All required fixes must be addressed. Your application WILL NOT be completed, and you will not receive any payment, until all required fixes have been addressed. Every recommended fix should be attempted. Obviously, recommended fixes are of lower priority than required fixes, but if there is time, they should also be completed.
Communication
More than any at stage of the competition process, communication during final fixes is key.

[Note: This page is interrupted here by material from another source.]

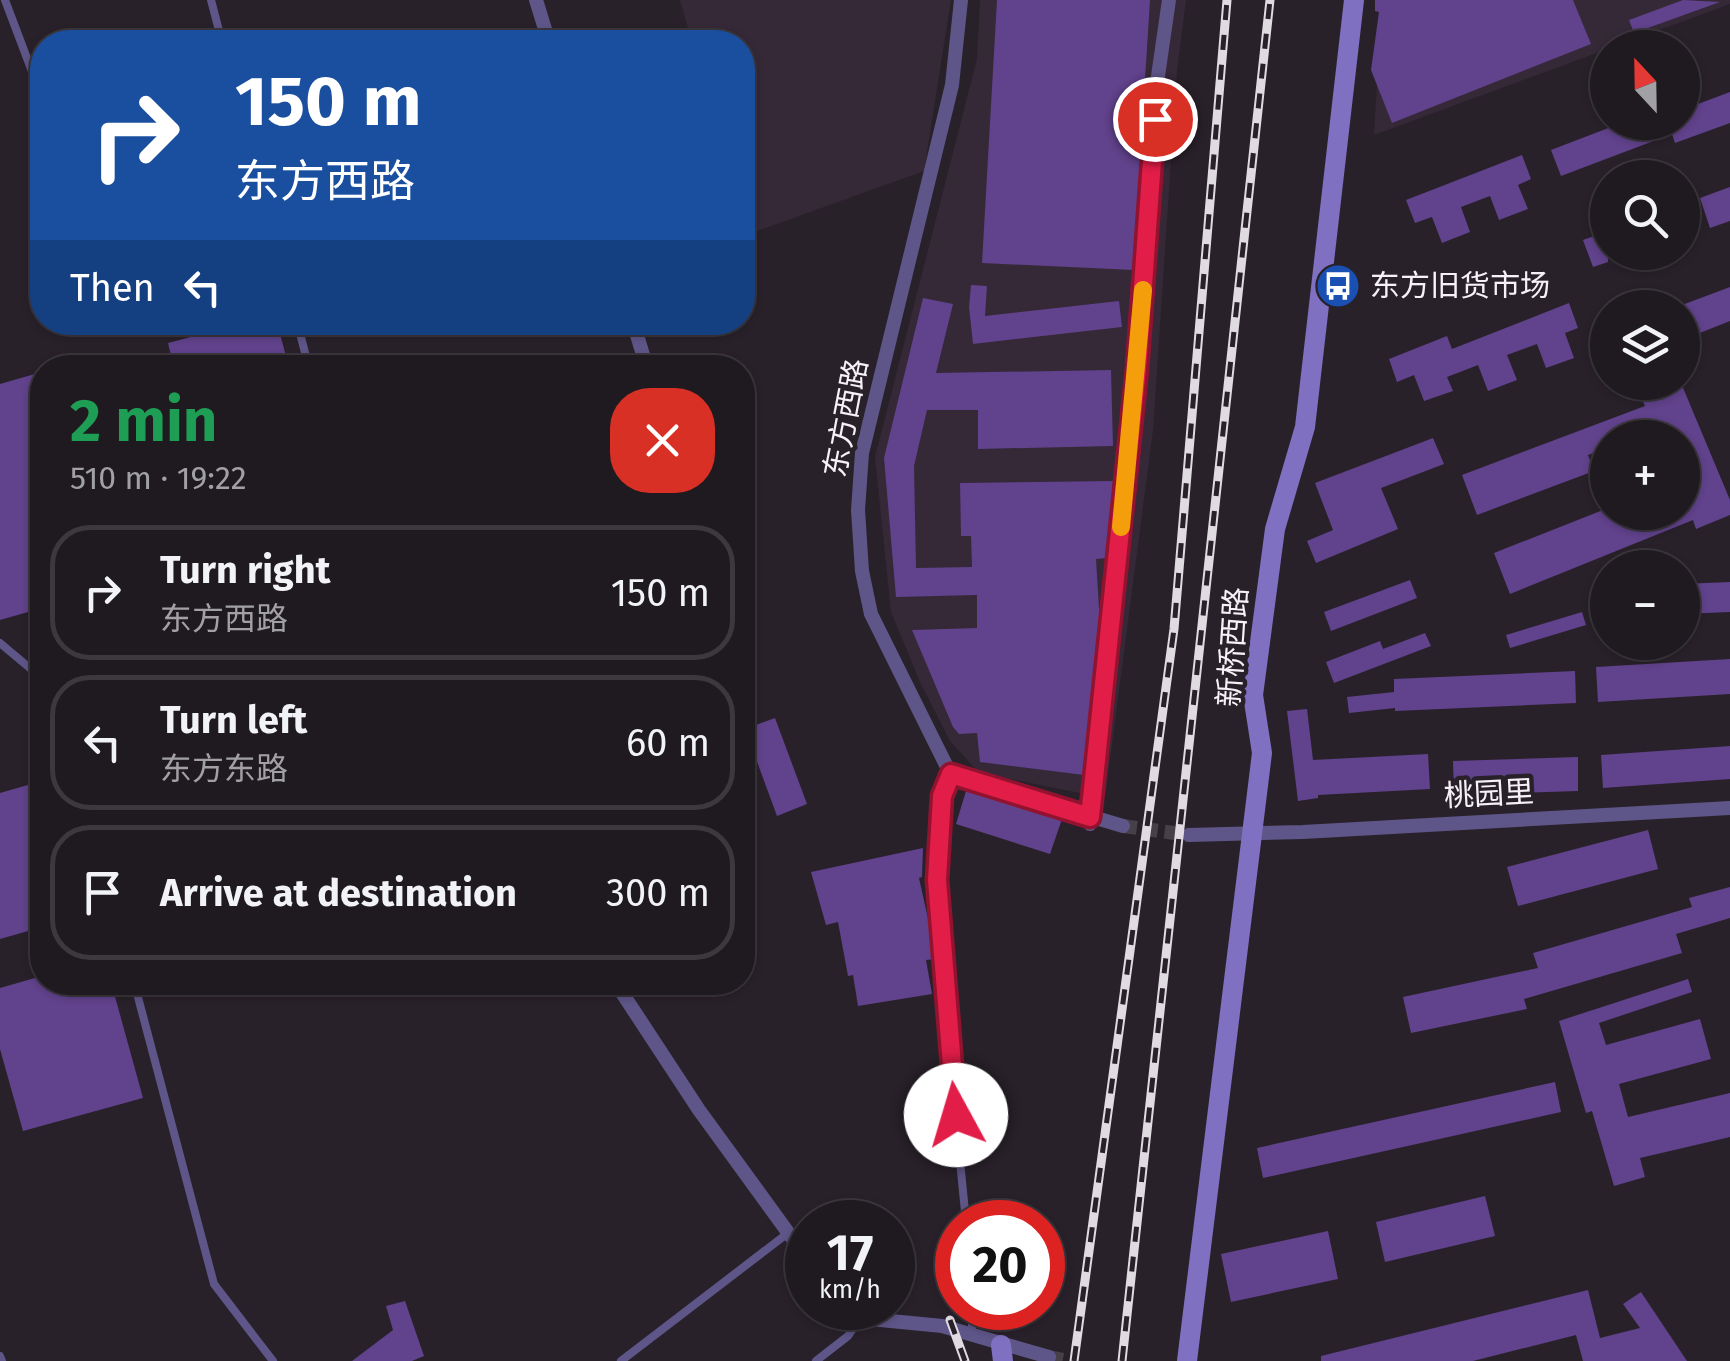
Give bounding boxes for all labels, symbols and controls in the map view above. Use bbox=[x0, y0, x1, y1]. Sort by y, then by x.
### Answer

If, for any reason, you have a question or comment on the review, post it as soon as possible in the contest forum and email the Project Manager. The PM will look into the issue and ensure that the primary reviewer is aware of the situation. If, for whatever reason, you feel a required fix is impossible within the given timeframe, you need to address it on the forums. Do NOT just resubmit without completing a required fix or a comment in a readme. This is never acceptable. Communicate with the reviewers to avoid these conflicts! The more detail you can give, and the sooner you give it, the more smoothly this stage will go. The Review Board is always open to communication from the your team; they may have overlooked something in the design or in your submission. Don't be afraid to question the Review Board. Questions and comments show that you're paying attention and actively involved; without communication, the Review Board doesn't know that you're working on the fixes, and can't clarify their requirements.
Remember that ALL test cases must successfully pass in order to complete final review!
Final Submission and Review
Once you have successfully completed all of the required fixes, you should submit in the same manner as you originally did. Follow the same guidelines above for ensuring all your files are uploaded properly. Try to be as complete as possible before resubmitting. This saves everyone time, including you.
If you've met all the requirements, and all the tests still pass, the assembly is complete, and goes into preparation for deployment. Your work is complete!
If anything is incomplete, you'll earn a return trip to Final Fixes.
Deployment and Support
The application will now be deployed for testing and certification. The winner will support any issues or bugs found during deployment for 30 days. After 30 days any newly identified bugs will not be the winner's responsibility. If an enhancement is identified, TopCoder will pay the winner an additional payment to enhance the tests.